▶ [RECORD SET]
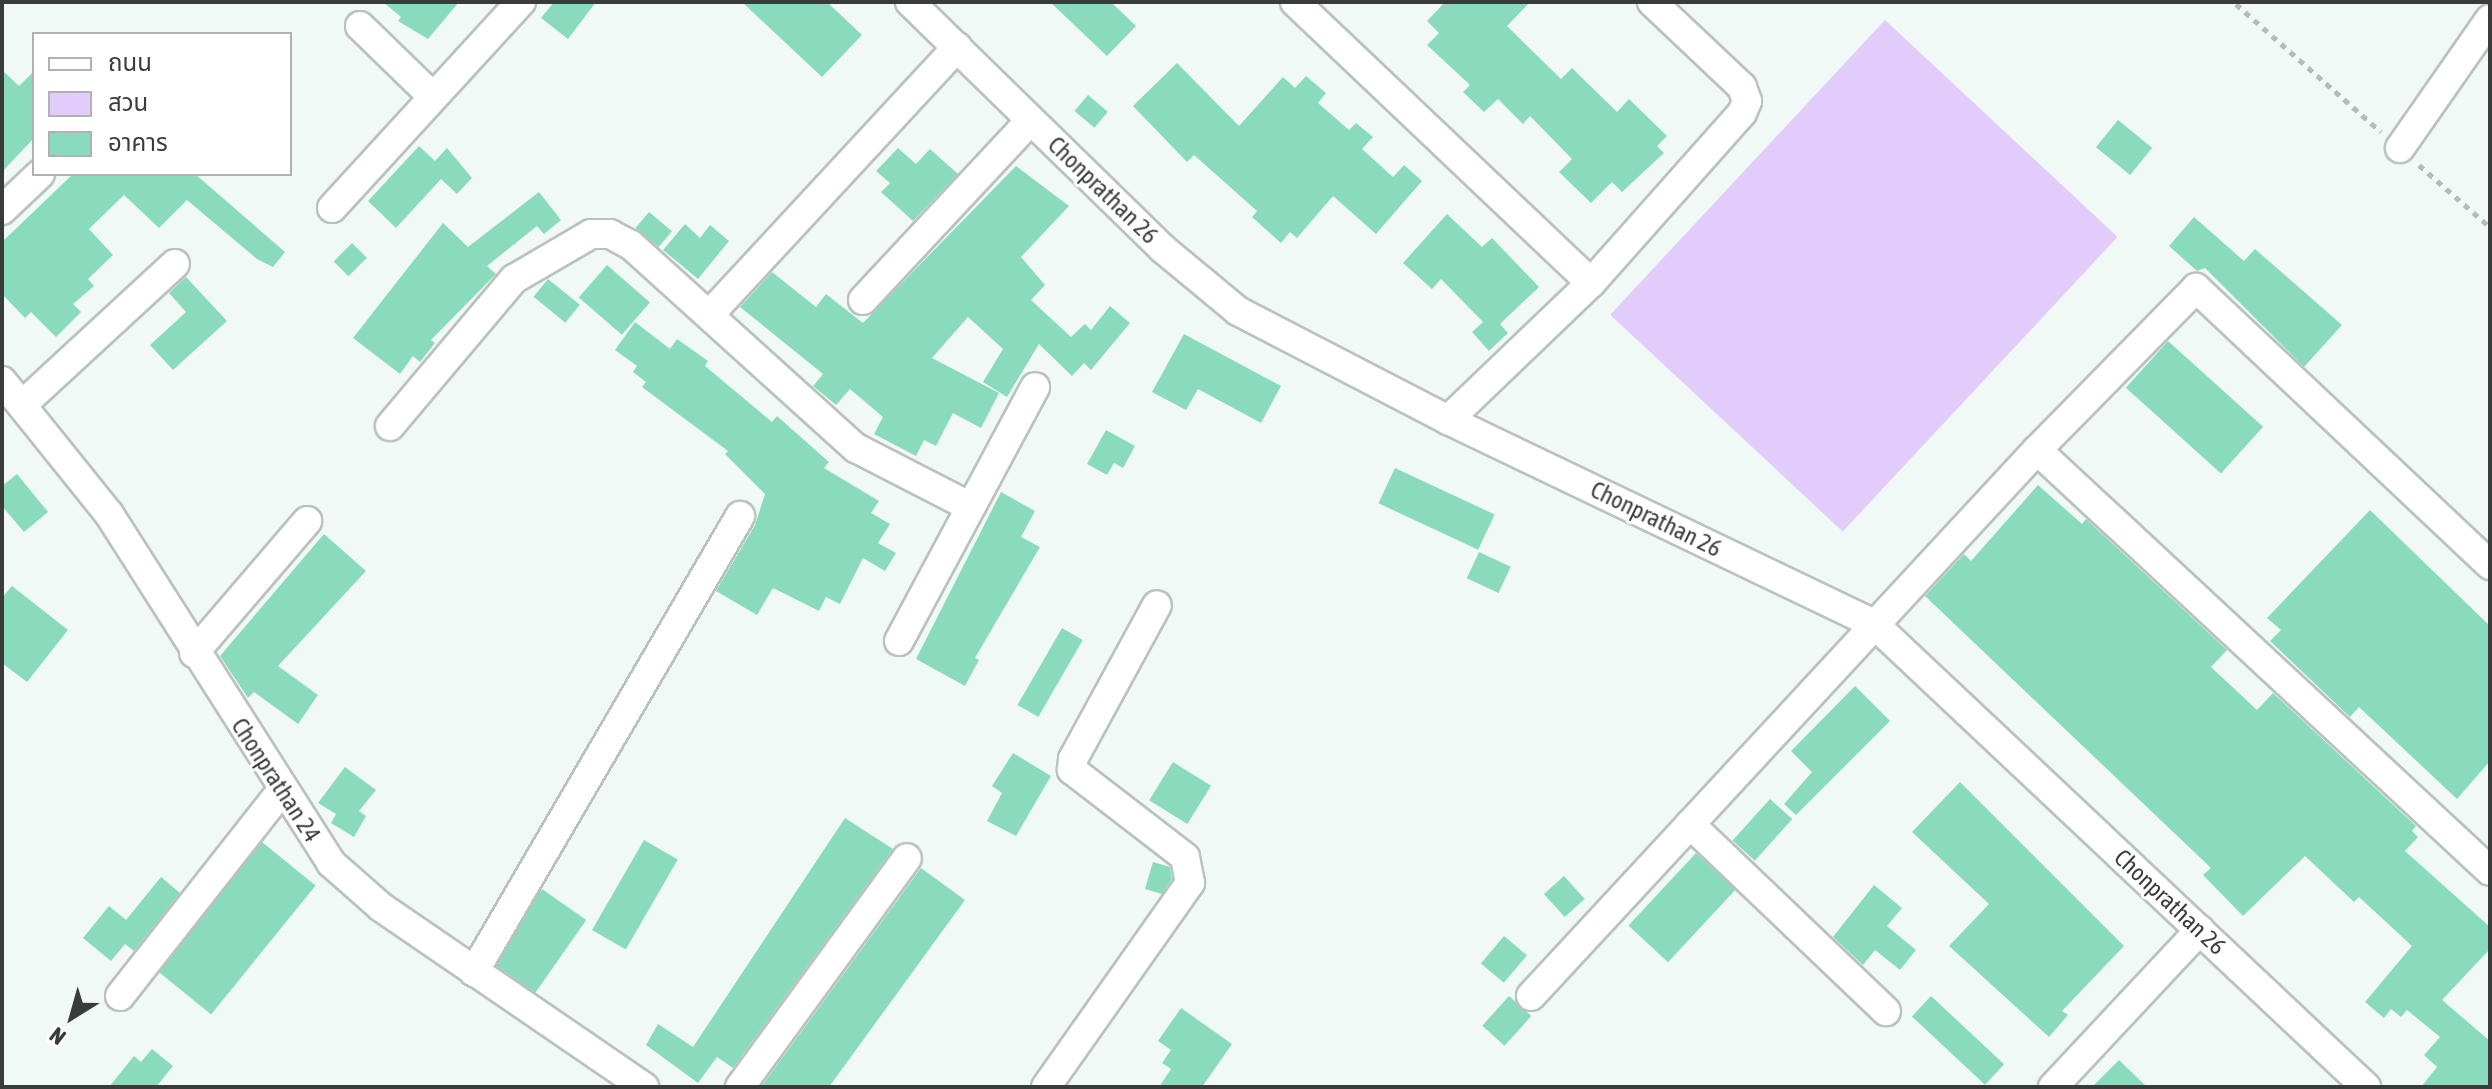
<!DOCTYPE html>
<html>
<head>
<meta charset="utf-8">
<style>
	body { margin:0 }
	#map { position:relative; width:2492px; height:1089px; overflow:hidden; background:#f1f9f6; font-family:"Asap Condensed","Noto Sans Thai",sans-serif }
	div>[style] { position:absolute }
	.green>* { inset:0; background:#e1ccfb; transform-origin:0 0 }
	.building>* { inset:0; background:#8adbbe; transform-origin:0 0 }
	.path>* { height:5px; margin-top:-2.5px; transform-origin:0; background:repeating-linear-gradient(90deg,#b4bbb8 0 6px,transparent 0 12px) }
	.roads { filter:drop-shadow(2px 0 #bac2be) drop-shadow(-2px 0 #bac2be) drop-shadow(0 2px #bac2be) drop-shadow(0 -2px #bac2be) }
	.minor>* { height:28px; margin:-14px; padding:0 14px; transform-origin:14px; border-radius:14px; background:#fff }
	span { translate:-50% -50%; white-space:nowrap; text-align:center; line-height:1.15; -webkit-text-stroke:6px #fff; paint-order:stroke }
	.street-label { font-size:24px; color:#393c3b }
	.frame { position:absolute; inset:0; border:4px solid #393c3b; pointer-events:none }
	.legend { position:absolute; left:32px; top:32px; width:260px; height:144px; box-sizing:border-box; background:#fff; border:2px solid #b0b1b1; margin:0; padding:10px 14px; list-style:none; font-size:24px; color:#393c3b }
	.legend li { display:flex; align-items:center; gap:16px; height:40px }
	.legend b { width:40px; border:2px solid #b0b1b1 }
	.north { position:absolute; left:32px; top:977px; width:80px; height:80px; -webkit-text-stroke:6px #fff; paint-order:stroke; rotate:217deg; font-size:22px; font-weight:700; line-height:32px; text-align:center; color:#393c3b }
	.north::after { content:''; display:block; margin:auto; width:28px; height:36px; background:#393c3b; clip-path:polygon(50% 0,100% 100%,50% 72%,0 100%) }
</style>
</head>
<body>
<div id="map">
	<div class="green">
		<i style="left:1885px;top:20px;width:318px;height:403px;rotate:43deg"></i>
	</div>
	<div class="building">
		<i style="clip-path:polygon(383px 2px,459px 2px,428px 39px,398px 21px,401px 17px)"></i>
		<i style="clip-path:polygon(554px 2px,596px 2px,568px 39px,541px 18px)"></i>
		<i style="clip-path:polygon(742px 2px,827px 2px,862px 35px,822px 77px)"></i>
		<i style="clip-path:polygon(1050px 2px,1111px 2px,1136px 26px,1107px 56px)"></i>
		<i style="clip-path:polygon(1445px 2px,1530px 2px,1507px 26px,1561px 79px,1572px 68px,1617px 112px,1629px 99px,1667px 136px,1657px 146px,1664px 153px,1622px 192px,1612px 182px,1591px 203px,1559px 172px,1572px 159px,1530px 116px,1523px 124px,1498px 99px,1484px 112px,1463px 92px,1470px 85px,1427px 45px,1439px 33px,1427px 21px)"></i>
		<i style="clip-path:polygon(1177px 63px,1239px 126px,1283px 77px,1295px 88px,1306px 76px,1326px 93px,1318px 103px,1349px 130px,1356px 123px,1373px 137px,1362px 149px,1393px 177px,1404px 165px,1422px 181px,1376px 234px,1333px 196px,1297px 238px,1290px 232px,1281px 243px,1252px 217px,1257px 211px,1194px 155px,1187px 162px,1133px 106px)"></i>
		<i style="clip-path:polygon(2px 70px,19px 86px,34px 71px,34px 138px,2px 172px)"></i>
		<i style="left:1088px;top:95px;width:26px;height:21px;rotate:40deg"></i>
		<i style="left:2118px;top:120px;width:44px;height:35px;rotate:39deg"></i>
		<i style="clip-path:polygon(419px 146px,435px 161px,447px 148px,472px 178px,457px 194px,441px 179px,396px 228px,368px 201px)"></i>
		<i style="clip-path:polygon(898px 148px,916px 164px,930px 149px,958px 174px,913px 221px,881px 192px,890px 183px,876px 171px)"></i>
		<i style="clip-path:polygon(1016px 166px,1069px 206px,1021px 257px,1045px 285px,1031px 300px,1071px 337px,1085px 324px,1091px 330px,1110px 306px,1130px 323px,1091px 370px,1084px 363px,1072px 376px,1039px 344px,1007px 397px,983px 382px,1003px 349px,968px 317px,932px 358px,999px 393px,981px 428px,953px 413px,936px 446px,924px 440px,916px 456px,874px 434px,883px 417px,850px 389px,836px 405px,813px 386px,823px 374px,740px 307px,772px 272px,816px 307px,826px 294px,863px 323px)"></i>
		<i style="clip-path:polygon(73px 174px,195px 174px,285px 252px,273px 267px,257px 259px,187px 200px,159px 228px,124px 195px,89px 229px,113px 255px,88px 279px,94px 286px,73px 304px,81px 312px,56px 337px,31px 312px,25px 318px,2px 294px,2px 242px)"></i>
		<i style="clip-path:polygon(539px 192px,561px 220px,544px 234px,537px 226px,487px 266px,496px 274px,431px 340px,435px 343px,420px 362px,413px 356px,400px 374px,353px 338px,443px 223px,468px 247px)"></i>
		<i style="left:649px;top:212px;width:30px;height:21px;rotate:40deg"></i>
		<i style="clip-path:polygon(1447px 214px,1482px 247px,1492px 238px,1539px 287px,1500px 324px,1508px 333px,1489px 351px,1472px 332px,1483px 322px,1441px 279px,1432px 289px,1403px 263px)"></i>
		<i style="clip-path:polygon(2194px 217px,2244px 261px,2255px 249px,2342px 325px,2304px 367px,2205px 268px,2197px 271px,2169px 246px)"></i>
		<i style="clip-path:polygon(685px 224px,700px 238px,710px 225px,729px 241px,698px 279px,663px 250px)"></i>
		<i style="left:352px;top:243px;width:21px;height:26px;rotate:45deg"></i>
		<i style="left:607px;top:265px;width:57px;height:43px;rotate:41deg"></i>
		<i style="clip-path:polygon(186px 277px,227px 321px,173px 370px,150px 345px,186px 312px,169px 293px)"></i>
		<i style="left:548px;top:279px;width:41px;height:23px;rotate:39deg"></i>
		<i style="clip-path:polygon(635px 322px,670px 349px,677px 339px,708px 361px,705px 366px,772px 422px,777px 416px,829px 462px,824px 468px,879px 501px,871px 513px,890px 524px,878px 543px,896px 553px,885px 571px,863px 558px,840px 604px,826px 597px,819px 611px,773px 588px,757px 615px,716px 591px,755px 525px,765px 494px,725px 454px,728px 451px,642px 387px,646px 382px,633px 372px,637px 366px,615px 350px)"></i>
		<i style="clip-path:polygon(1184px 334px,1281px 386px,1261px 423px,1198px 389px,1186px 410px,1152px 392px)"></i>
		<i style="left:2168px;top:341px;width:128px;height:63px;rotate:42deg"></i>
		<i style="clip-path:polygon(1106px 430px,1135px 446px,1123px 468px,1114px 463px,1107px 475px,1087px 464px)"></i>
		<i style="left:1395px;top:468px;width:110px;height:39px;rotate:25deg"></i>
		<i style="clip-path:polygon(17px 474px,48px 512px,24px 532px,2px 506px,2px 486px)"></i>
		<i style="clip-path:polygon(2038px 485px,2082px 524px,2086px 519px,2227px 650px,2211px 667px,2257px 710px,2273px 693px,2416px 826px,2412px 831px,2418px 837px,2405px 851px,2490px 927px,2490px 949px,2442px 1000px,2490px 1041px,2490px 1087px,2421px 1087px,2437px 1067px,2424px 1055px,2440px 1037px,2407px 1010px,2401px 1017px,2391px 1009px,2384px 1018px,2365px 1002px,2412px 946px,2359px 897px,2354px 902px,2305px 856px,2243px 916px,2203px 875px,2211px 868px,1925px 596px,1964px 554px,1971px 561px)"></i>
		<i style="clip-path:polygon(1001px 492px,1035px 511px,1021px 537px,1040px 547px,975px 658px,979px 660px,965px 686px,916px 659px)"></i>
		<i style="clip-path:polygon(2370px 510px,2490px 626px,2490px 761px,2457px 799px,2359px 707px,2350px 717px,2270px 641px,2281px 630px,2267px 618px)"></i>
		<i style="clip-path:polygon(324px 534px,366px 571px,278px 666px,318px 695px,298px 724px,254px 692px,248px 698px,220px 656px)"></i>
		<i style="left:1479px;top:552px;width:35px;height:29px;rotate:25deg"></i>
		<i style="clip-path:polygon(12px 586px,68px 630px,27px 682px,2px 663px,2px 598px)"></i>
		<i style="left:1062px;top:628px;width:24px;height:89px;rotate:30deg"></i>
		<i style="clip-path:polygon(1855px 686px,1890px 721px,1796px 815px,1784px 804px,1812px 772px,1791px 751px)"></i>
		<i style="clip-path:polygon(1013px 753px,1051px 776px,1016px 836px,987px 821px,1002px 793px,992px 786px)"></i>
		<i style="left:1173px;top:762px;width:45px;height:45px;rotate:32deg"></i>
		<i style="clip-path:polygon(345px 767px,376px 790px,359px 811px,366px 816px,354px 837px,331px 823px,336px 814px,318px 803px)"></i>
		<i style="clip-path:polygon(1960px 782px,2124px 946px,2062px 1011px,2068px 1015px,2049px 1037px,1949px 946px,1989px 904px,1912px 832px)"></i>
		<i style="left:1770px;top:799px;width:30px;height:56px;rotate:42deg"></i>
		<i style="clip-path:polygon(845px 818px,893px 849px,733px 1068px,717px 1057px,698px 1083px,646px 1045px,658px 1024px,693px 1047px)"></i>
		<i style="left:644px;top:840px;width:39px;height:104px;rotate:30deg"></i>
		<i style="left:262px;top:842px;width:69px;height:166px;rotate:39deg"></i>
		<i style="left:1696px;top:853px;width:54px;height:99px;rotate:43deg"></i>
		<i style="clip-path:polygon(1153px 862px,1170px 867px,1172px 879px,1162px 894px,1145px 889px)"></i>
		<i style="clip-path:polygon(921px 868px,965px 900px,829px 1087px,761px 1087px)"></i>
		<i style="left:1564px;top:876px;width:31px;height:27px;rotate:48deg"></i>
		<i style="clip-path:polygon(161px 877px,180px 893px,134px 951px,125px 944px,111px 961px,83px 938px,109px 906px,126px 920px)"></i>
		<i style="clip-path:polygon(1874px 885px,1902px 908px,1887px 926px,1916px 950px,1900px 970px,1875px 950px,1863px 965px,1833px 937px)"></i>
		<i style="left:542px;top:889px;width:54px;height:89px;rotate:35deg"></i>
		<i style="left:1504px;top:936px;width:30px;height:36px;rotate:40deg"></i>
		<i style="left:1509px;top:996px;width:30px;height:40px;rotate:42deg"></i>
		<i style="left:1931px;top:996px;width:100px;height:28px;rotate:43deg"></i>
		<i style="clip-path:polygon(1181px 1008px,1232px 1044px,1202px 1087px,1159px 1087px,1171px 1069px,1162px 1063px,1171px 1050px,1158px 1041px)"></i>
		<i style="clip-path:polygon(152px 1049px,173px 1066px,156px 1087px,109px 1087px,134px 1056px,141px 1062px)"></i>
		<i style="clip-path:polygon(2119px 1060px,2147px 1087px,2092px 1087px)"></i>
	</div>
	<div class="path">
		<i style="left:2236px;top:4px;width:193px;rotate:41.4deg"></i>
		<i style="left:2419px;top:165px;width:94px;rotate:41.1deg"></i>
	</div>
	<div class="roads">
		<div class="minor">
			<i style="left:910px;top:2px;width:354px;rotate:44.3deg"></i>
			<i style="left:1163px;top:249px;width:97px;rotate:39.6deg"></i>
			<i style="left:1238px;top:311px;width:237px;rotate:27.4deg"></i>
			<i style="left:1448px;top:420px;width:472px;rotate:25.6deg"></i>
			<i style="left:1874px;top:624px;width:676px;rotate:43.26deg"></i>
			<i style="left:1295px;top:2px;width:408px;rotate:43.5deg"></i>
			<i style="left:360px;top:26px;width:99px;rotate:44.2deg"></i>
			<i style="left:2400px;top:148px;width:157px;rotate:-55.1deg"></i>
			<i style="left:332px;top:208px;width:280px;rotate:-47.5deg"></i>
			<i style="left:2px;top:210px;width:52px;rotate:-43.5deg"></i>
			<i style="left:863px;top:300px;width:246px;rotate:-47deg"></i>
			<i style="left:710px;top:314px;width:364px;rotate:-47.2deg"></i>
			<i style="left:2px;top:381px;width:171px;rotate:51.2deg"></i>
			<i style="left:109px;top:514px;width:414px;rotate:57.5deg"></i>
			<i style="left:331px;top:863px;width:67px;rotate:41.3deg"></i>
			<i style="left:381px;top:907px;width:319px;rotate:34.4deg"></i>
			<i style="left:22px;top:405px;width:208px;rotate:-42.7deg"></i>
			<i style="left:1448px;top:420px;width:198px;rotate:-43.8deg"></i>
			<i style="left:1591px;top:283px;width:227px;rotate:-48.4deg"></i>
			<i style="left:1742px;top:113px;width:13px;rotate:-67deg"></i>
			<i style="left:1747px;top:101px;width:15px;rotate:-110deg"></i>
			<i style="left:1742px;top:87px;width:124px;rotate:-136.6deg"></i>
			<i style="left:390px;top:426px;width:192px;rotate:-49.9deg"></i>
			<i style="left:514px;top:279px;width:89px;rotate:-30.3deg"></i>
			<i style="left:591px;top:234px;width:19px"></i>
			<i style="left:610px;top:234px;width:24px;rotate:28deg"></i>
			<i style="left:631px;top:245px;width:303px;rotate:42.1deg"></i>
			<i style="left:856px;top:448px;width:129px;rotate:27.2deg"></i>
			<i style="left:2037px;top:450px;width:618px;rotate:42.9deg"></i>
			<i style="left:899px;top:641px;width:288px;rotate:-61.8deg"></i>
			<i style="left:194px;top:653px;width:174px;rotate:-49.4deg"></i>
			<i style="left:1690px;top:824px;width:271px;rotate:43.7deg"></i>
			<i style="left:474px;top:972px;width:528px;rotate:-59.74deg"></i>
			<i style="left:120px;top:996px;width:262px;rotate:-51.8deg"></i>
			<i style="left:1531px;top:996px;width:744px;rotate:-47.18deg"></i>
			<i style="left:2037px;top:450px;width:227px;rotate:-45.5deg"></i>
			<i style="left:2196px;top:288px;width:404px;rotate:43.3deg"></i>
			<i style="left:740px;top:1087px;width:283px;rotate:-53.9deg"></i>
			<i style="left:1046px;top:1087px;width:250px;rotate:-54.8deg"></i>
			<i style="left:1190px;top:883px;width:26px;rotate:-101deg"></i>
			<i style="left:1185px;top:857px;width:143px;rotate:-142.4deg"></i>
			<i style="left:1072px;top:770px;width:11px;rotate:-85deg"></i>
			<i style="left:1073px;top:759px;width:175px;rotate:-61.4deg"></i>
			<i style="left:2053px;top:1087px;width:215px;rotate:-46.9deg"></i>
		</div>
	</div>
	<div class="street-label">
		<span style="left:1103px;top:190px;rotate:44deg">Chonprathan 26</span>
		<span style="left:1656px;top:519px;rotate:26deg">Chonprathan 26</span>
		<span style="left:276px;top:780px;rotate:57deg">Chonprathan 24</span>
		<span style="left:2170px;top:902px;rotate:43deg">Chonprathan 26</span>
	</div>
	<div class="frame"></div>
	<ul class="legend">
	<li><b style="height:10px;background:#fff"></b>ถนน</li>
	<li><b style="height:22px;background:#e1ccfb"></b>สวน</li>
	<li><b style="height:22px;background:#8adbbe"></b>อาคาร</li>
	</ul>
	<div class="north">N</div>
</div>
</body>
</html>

▶ [EXERCISE OBJECTIVE] Repeat the listing above up to and including the line with "height:5px; margin-top:-2.5px; transform-origin:0;", starting from its first line. Drop any pictures.

▶ [ANSWER TO THIS TASK]
<!DOCTYPE html>
<html>
<head>
<meta charset="utf-8">
<style>
	body { margin:0 }
	#map { position:relative; width:2492px; height:1089px; overflow:hidden; background:#f1f9f6; font-family:"Asap Condensed","Noto Sans Thai",sans-serif }
	div>[style] { position:absolute }
	.green>* { inset:0; background:#e1ccfb; transform-origin:0 0 }
	.building>* { inset:0; background:#8adbbe; transform-origin:0 0 }
	.path>* { height:5px; margin-top:-2.5px; transform-origin:0; background:repeating-linear-gradient(90deg,#b4bbb8 0 6px,transparent 0 12px) }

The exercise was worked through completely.